** Opening EXTRACTED RECORDS block **
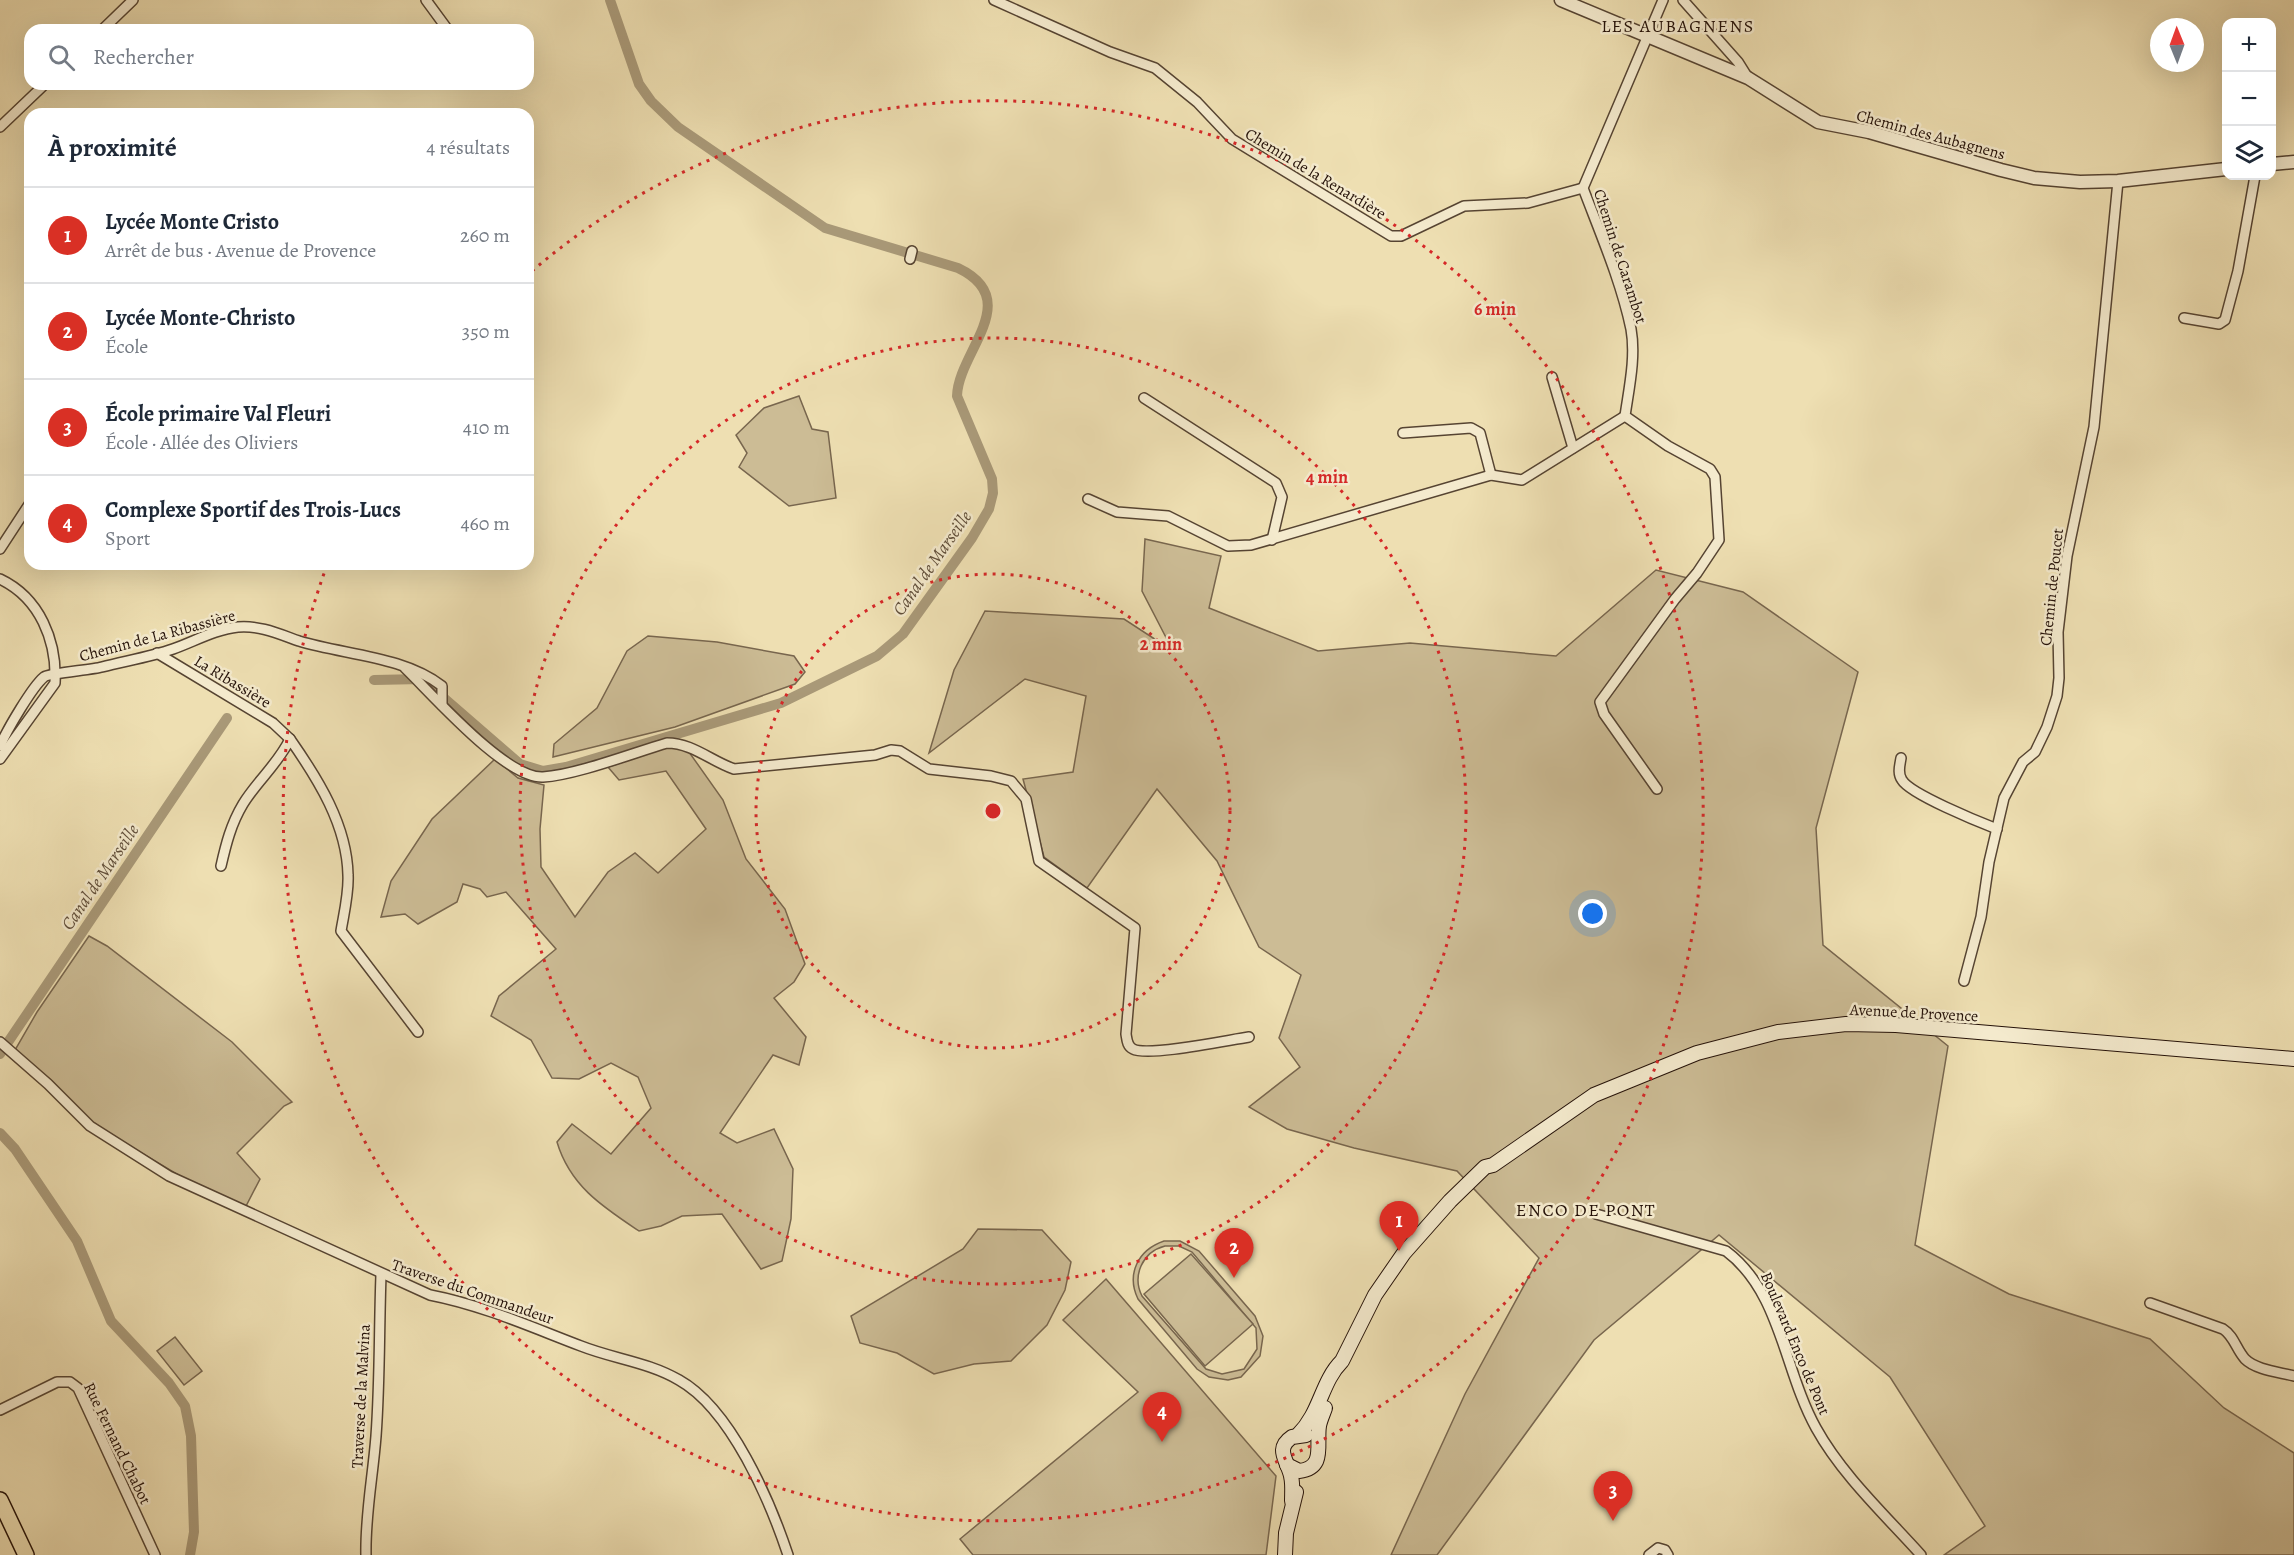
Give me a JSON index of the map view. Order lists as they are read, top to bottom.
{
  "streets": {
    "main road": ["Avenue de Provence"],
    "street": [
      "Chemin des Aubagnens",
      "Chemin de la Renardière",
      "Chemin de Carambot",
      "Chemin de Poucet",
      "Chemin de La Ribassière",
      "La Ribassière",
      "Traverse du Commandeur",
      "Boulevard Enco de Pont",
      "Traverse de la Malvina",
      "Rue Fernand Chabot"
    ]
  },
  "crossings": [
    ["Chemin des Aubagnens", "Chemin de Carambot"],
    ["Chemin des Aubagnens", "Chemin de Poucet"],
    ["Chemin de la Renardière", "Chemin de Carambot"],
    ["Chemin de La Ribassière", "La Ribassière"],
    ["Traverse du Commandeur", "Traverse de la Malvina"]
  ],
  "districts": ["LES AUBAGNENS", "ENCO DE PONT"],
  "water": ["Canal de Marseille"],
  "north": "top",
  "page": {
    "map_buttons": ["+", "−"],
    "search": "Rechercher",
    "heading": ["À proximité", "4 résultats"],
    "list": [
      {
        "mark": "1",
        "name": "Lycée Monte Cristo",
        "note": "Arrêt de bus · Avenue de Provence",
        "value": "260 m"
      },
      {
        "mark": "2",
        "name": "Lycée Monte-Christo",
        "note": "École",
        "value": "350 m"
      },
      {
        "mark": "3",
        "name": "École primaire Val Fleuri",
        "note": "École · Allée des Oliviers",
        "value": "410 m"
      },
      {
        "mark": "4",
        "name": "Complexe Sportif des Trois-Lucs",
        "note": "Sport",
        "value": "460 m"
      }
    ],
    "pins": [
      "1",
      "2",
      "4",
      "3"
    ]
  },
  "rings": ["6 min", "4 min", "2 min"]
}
** Closing EXTRACTED RECORDS block **
For every line in the entries above that contains "École", add one to a count, and give that number by itself.

3